Preferably, the fault judging subsystem further performs the steps of: establishing an equipment fault early warning portrait, wherein the establishment of the equipment fault early warning portrait comprises the following steps: enumerating the sensors L that detect the devicei(ii) a Acquisition sensor LiDetected value of (2)
Figure RE-GDA0002288411780000031
Historical values of (a) and historical fault data of the device; computing sensor LiDetected value of (2)
Figure RE-GDA0002288411780000032
Correlation with equipment failure, selecting detection value
Figure RE-GDA0002288411780000033
Several sensors L with a fault correlation higher than a set thresholdi(ii) a Will be selected out of the sensors LiTotal detection value at time T1 before equipment failure
Figure RE-GDA0002288411780000034
Respectively normalizing and associating the gray values, and associating the sensors L with the gray valuesiDetected value of (2)
Figure RE-GDA0002288411780000035
Sequentially arranged, and the formed images are used as the early warning images of the equipment faults and read out the selected sensor LiNormalizing and associating the gray values, and arranging in the same order as the failure warning portrait if the formed image isAnd sending out a fault early warning if the image is similar to the equipment fault early warning image. The early warning of equipment faults is provided, the fault times of the power grid equipment are reduced, and the fault shadow loss is reduced.
Preferably, the method for judging the similarity between the formed image and the equipment failure warning portrait comprises the following steps: obtaining a plurality of failure early warning pictures and the selected sensors L obtained in normal stateiDetected value of (2)
Figure RE-GDA0002288411780000041
The constructed image is used as a sample image; establishing an image recognition neural network, and training by using a sample image until the probability that the neural network correctly distinguishes the fault early warning portrait is higher than a set threshold value; inputting the latest image into the neural network, if the neural network judges the image as a failure early-warning portrait, then judging the image is similar to the failure early-warning portrait, otherwise, judging the image is not similar to the failure early-warning portrait. The neural network can realize better balance of quick judgment and accurate judgment.

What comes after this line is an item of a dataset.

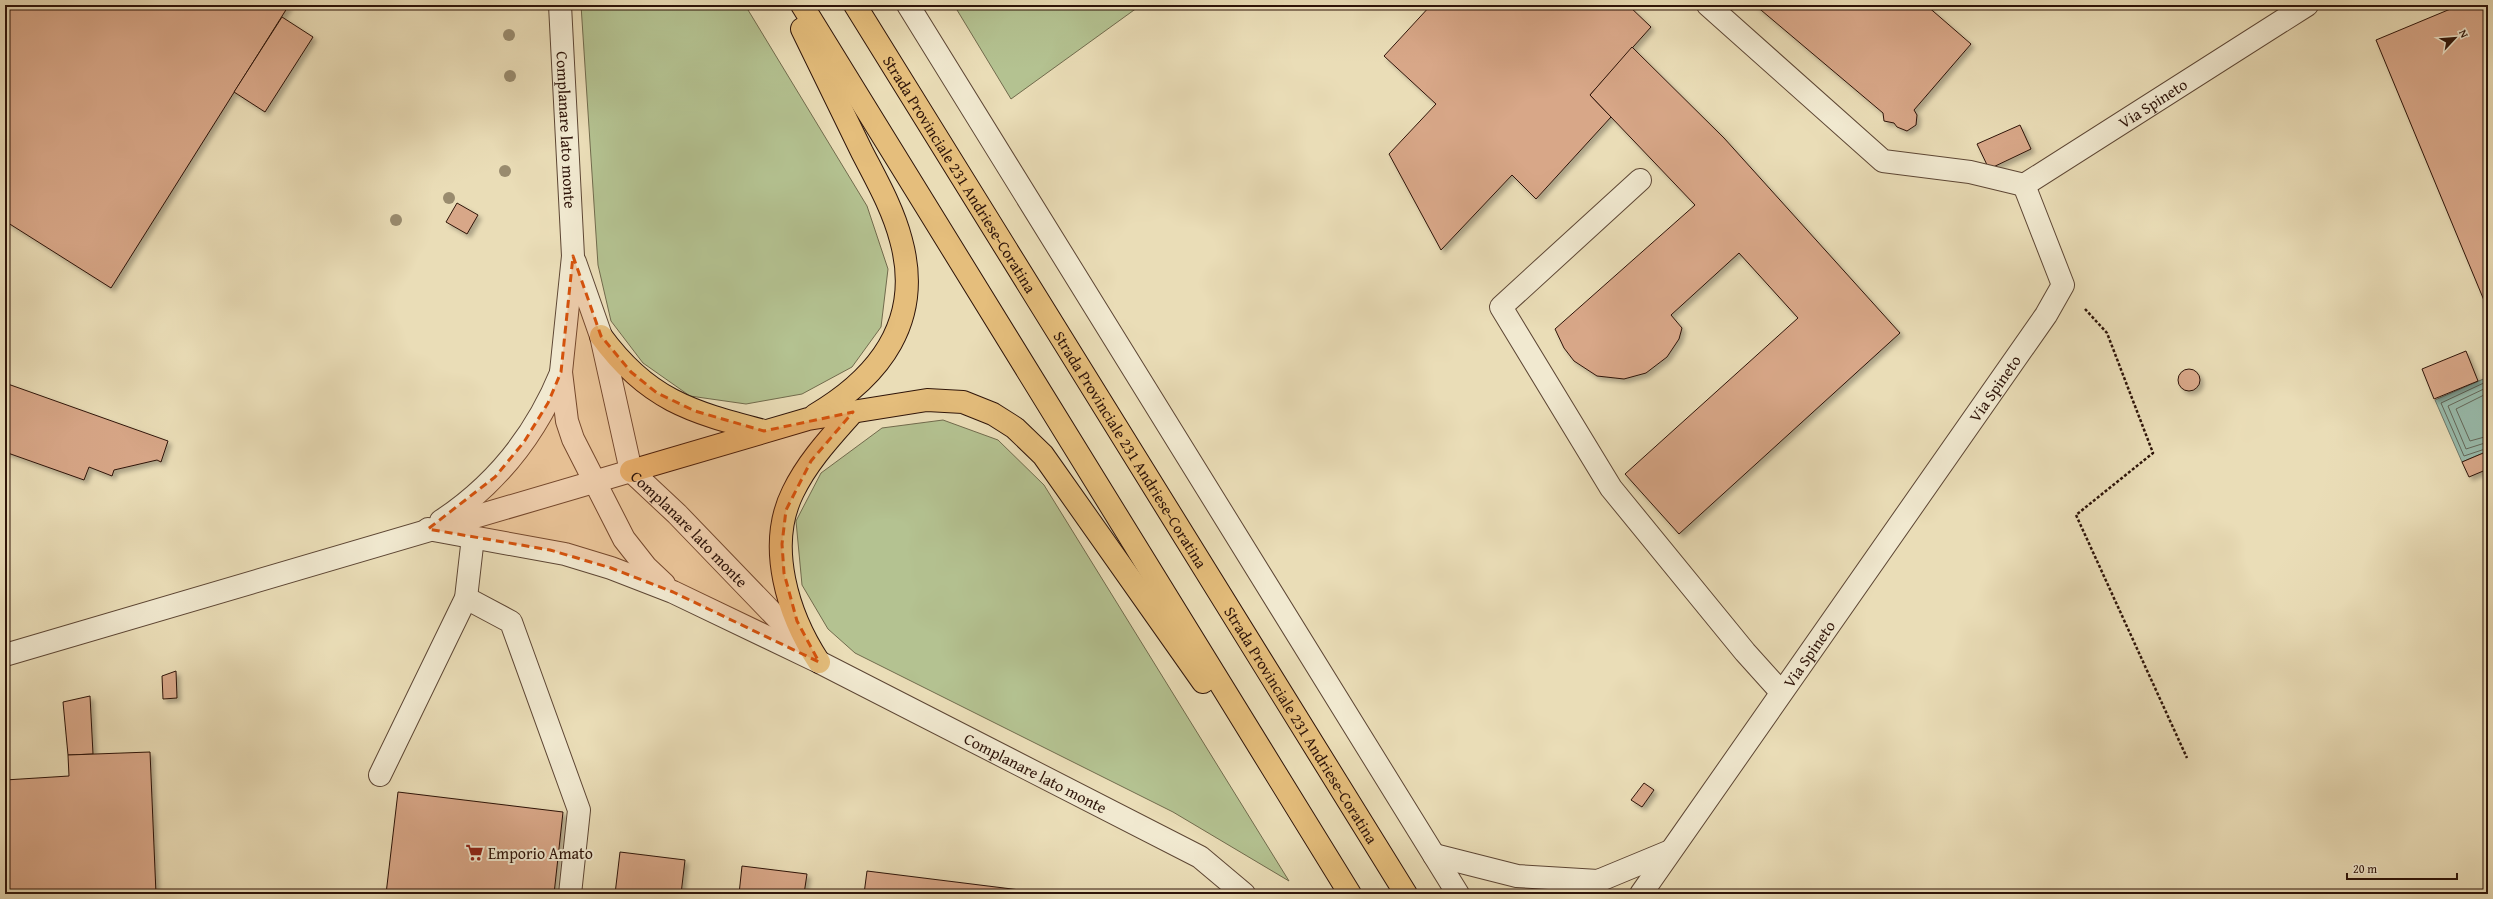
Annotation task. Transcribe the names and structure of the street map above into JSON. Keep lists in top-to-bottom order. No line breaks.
{"streets":{"highway":["Strada Provinciale 231 Andriese-Coratina"],"street":["Via Spineto","Complanare lato monte"]},"places":{"supermarket":["Emporio Amato"]},"scale_bar":"20 m","north":"top right"}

Preferably, the method for judging the similarity between the formed image and the equipment failure warning portrait comprises the following steps: obtaining a plurality of failure early warning pictures and the selected sensors L obtained in normal stateiDetected value of (2)

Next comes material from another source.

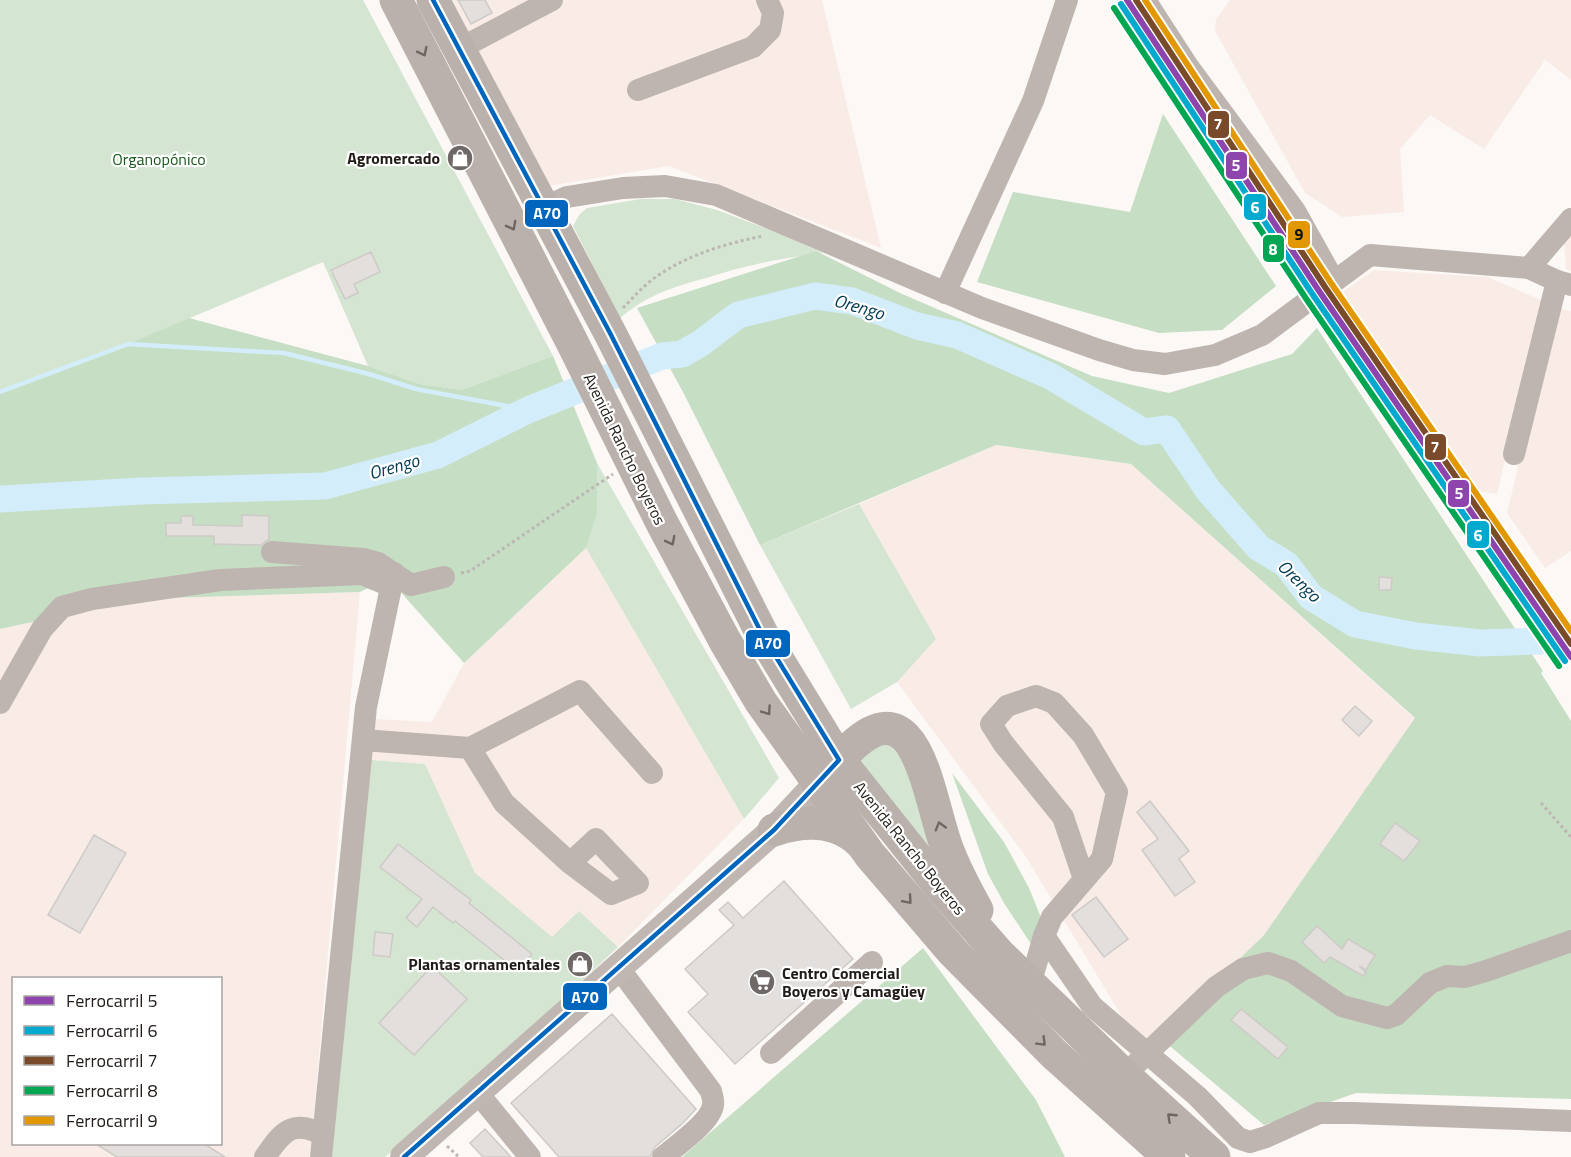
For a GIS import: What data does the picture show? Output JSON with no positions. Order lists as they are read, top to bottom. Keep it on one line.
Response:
{"streets":{"highway":["Avenida Rancho Boyeros"]},"water":["Orengo"],"parks":["Organopónico"],"places":{"shop":["Agromercado","Plantas ornamentales"],"supermarket":["Centro Comercial Boyeros y Camagüey"]},"lines":["rail line 5","rail line 7","rail line 9","transit line A70","rail line 6","rail line 8"],"legend":["Ferrocarril 5","Ferrocarril 6","Ferrocarril 7","Ferrocarril 8","Ferrocarril 9"]}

Figure RE-GDA0002288411780000042
The constructed image is used as a sample image; establishing an image recognition neural network, and training by using a sample image until the probability that the image recognition neural network correctly distinguishes the fault early warning portrait is higher than a set threshold value; inputting the latest image into the image recognition neural network, if the image is judged to be a fault early warning portrait by the image recognition neural network, judging that the formed image is similar to the equipment fault early warning portrait, otherwise, judging that the formed image is not similar to the equipment fault early warning portrait. The image recognition neural network can realize better balance of quick judgment and accurate judgment.
Preferably, the sensors include a primary equipment operation temperature monitoring sensor, a lightning arrester leakage current monitoring sensor, a video monitoring image sensor, a perimeter intrusion prevention sensor, a tower theft prevention monitoring sensor, an SF6 gas density monitoring sensor, a fire smoke detection sensor and a rain sensor.
Preferably, the cooperative sensor Li-kAlso comprises a maneuvering sensor, the maneuvering sensor and the sensor LiThe mobile sensor is arranged on the mobile device and is provided with a plurality of detection stations for detecting a plurality of devices. The moving device is a robot, a rail trolley or a rotary holder.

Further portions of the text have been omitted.